I'm looking at her ESOL certificate now from the University of Cambridge and it says she has been awarded a Pass with Distinction. She sat the A2 exam and was upgraded to B1. If this is the case how can it happen? She sat exam in May 2013. Is it really down to an internet issue do you think?


----------



## signifi (Jul 30, 2013)

Ok Joppa, thank you.


----------



## signifi (Jul 30, 2013)

And...are you saying that all the other reasons for failure do not matter?


----------



## Joppa (Sep 7, 2009)

No. They were only looking at exceptional or compassionate grounds because she failed one of the requirements. If she meets the English requirement, there is no reason why she shouldn't get her visa.


----------



## signifi (Jul 30, 2013)

Thank you Joppa. I think we have figured out what happened. All Russian people who fly/travel outside the UK have 2 passports. A national one and international one. International passport is used for travel obviously. When she sat the exam she gave them her national one instead of international. So when they (the UKBA case worker) went to login in they probably used her international one. How do we rectify this? Cannot believe her visa has been refused over such a simple mistake.


----------



## Joppa (Sep 7, 2009)

Is there an email address on the letters? Send a mail and point out the problem.


----------



## signifi (Jul 30, 2013)

Also, they did not return her international passport which contains her existing UK fiance visa. Is that also normal?


----------



## Joppa (Sep 7, 2009)

They sometimes keep it if they are planning to remove the applicant from UK, and only hand the passport back at the airport just before departure.


----------



## signifi (Jul 30, 2013)

No Joppa there was no email address. And no direct phone number either. It's always extremely difficult and time consuming trying to contact them it seems. We feel as though someone should be held responsible for this disastrous effect which has been caused by what seems like a simple online problem. Do you think it's possible that most UKBA case workers would not be aware of the fact that most Russian people have two passports? An internal one and international one? Also, if they were having difficulty, why didn't they simply phone my wife? All seems very strange and unprofessional.


----------



## lovestravel (Apr 9, 2012)

If she took the test with one passport and the application was filed with another passport, why would it be their mistake? Sounds like the blame should be with yourselves for submitting information that would not allow them to access the test?


----------



## signifi (Jul 30, 2013)

lovestravel said:


> If she took the test with one passport and the application was filed with another passport, why would it be their mistake? Sounds like the blame should be with yourselves for submitting information that would not allow them to access the test?

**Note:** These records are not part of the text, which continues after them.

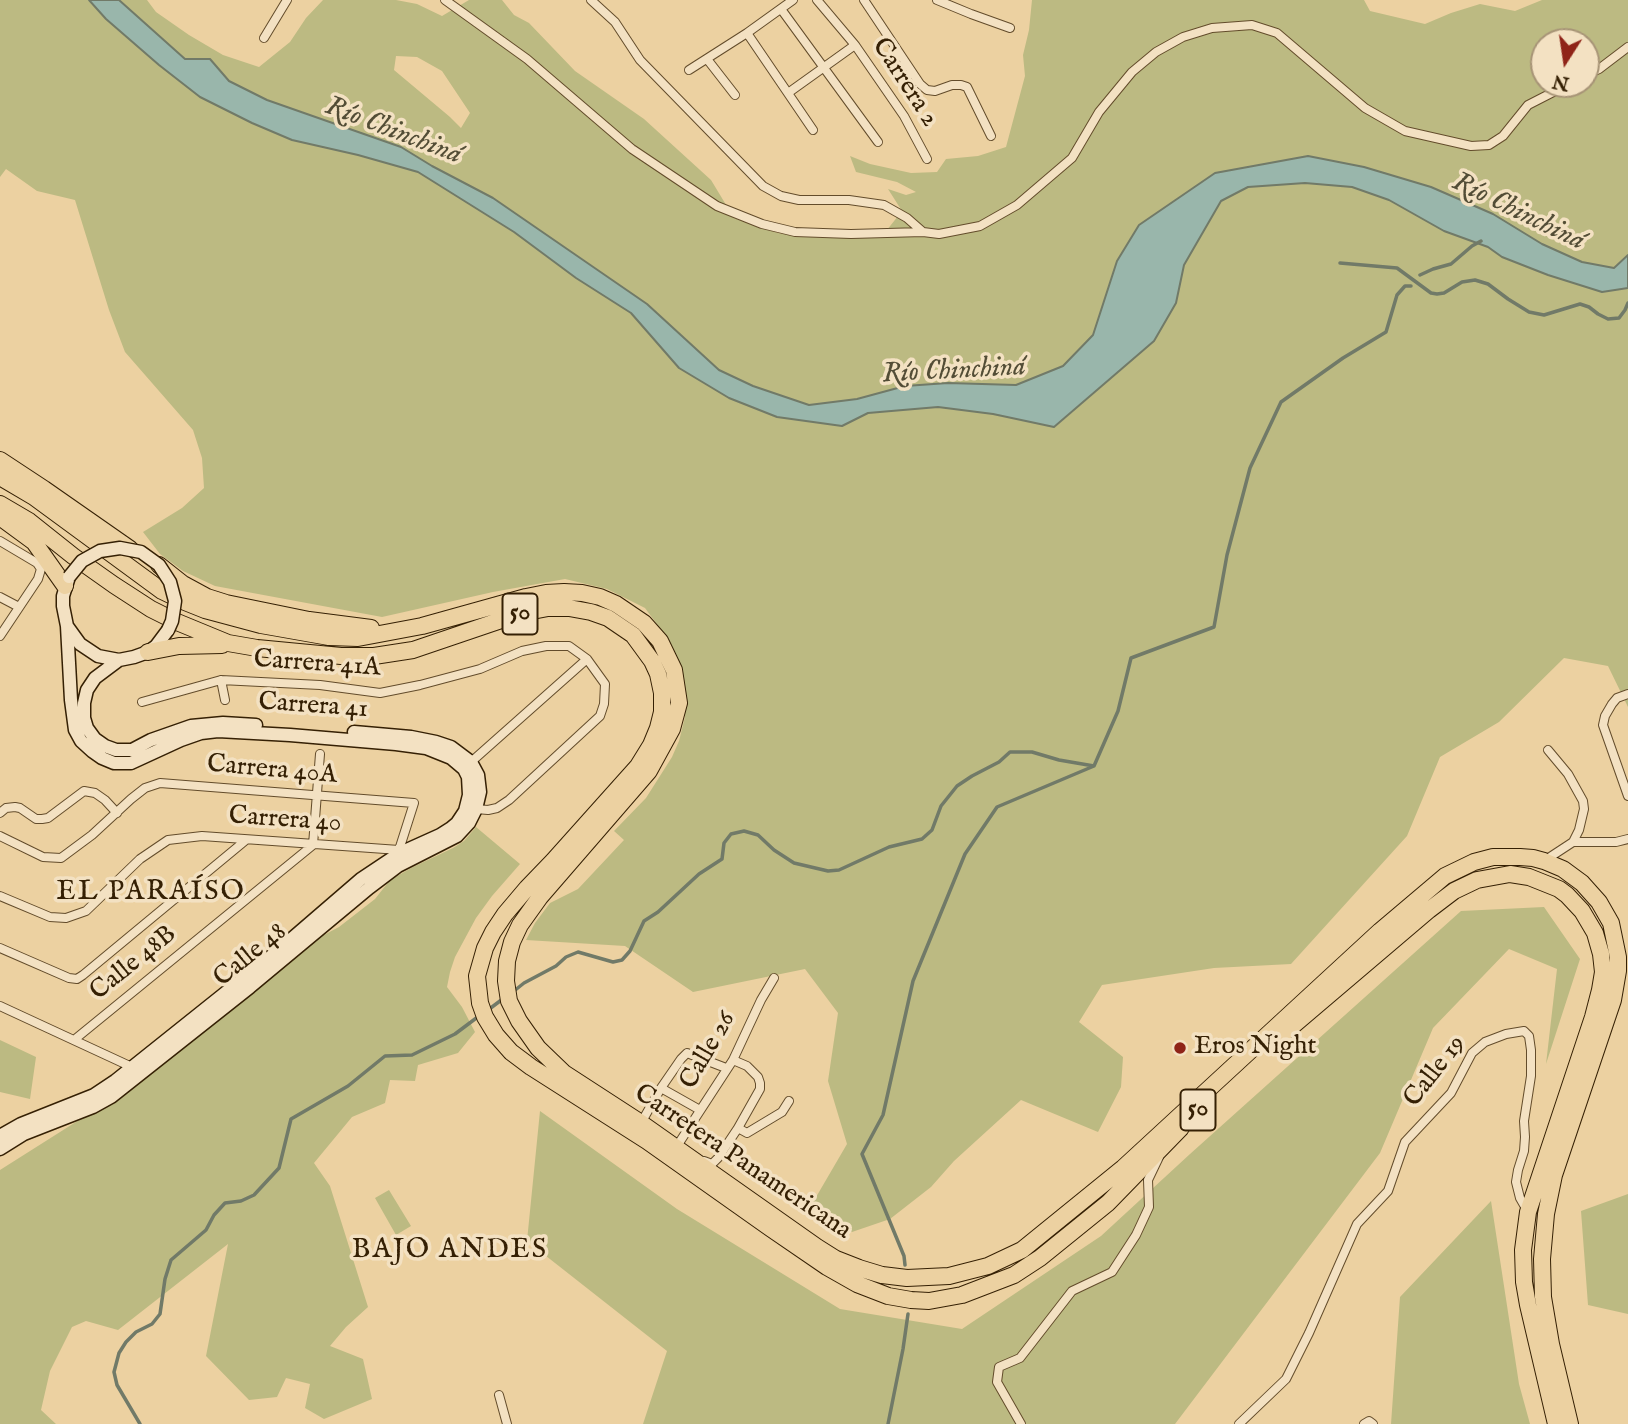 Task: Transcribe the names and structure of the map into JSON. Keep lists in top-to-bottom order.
{
  "streets": {
    "highway": ["50", "Carretera Panamericana"],
    "main road": ["Carrera 41", "Calle 48"],
    "street": [
      "Carrera 2",
      "Carrera 41A",
      "Carrera 40A",
      "Carrera 40",
      "Calle 48B",
      "Calle 26",
      "Calle 19"
    ]
  },
  "crossings": [
    ["Carrera 41", "Calle 48"],
    ["Carrera 40A", "Carrera 40"],
    ["Carrera 40A", "Calle 48"],
    ["Carrera 40", "Calle 48"],
    ["Carrera 40", "Calle 48B"],
    ["Calle 19", "Carretera Panamericana"]
  ],
  "districts": ["EL PARAÍSO", "BAJO ANDES"],
  "water": ["Río Chinchiná"],
  "places": ["Eros Night"],
  "north": "bottom"
} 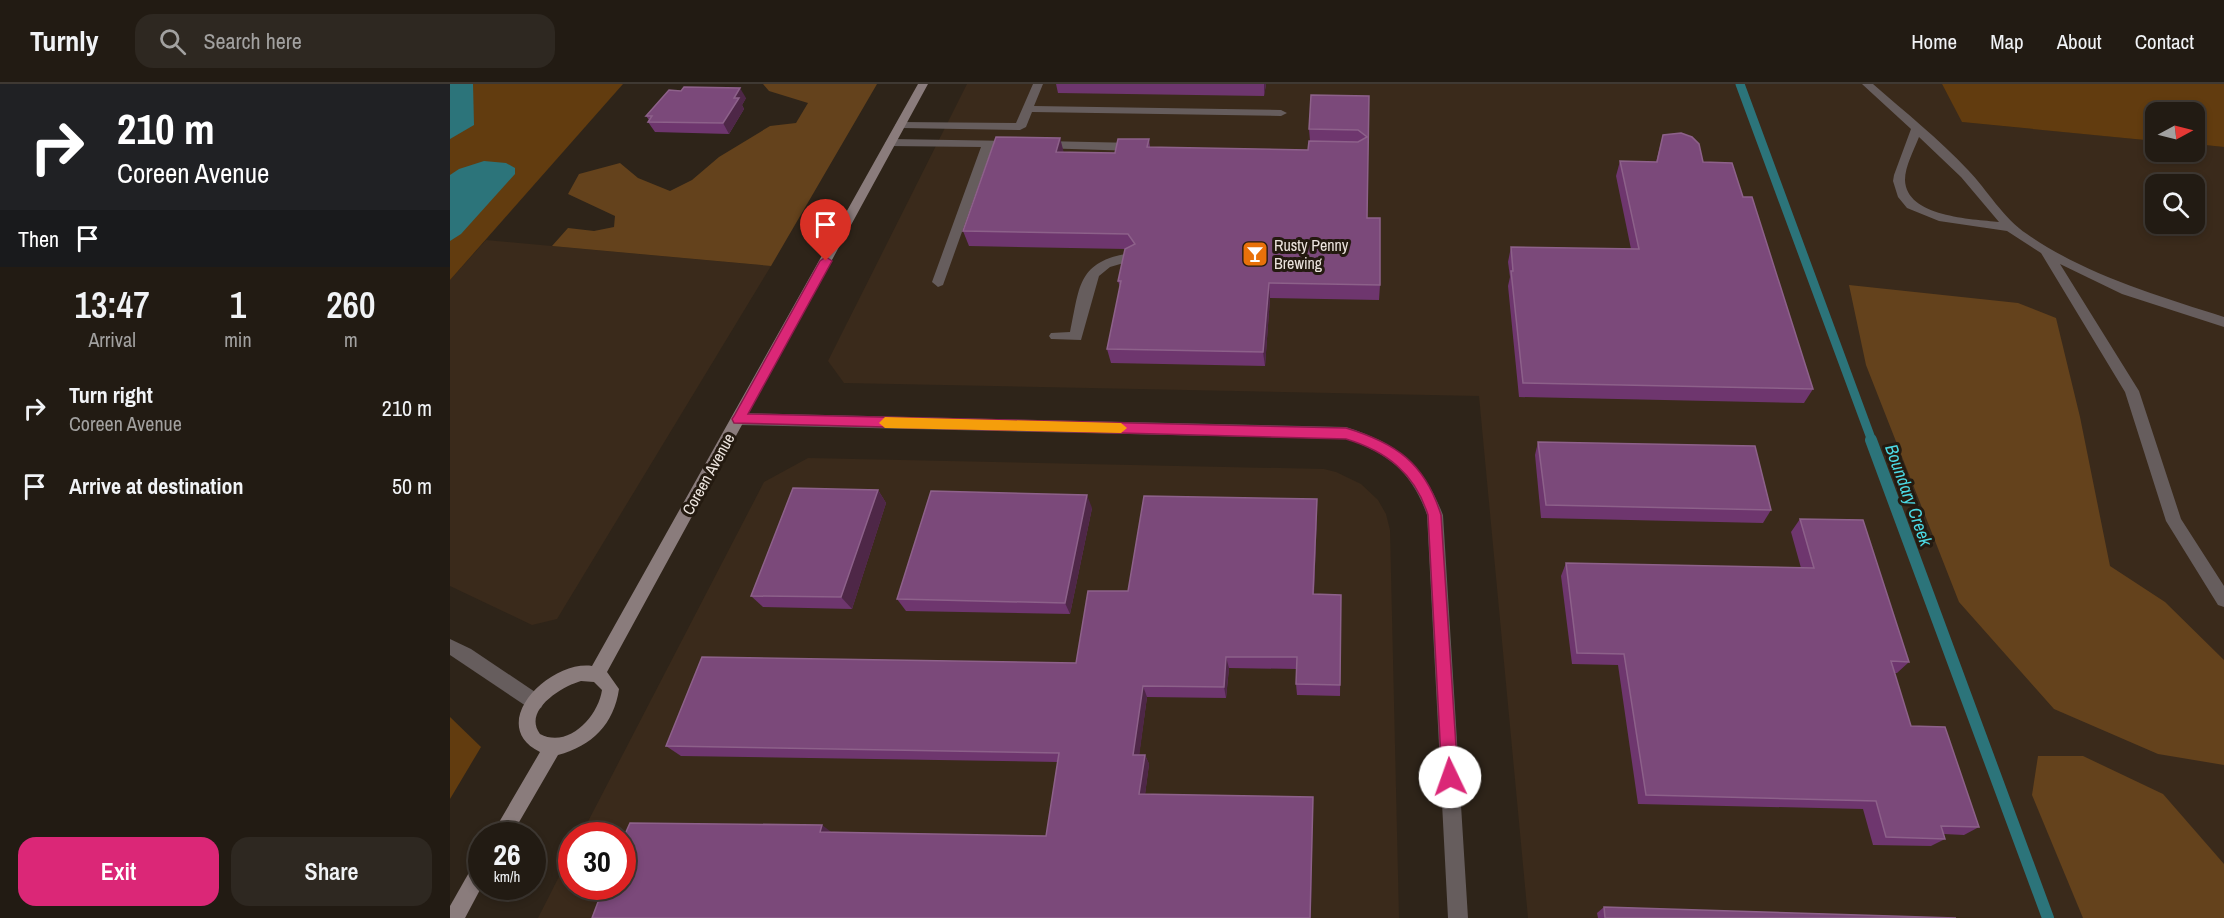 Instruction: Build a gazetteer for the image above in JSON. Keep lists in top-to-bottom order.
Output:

But we did not know that the UKBA required to check results online. We thought the paper certificate was all they needed. How is that our fault?


----------



## signifi (Jul 30, 2013)

As Joppa stated, this new rule only came in on April 6th last year. How were we to know?


----------



## lovestravel (Apr 9, 2012)

I understand you are upset but my point is that it is the responsibility of the applicant to submit the correct information. I doesn't sound like they made a mistake. It will do no good to blame them for the fact that two different passports were used. It sounds like you can appeal to correct the mistake and clarify the information. Blaming them for something that they did not do wrong will not help in a successful appeal.


----------



## signifi (Jul 30, 2013)

Still don't understand why the UKBA did not try to contact us. They have our phone/email contact details. Why ask for these details and not use them? Such a simple online error having such disastrous effects.


----------



## signifi (Jul 30, 2013)

lovestravel said:


> I understand you are upset but my point is that it is the responsibility of the applicant to submit the correct information. I doesn't sound like they made a mistake. It will do no good to blame them for the fact that two different passports were used. It sounds like you can appeal to correct the mistake and clarify the information. Blaming them for something that they did not do wrong will not help in a successful appeal.


Yes, but doesn't the appeal process take up to 8 months? In the meantime my wife cannot work and our whole life is put on hold when it clearly shouldn't be. She passed the test with flying colours (she even got upgraded) but because of a computer system anomaly we have to suffer.


----------



## lovestravel (Apr 9, 2012)

Joppa can correct me if I am wrong but in all the posts I have seen on here I have never seen anyone that was called by ukba to clarify information regardless if contact info is provided. It sounds like they can either the process the application successfully based on information provided or they can't and reject it. I also believe they are severely understaffed and have a he backlog of applications as it is and may not have the time to call every applicant that has missing or in accurate information.


----------



## nyclon (Apr 3, 2011)

signifi said:


> As Joppa stated, this new rule only came in on April 6th last year. How were we to know?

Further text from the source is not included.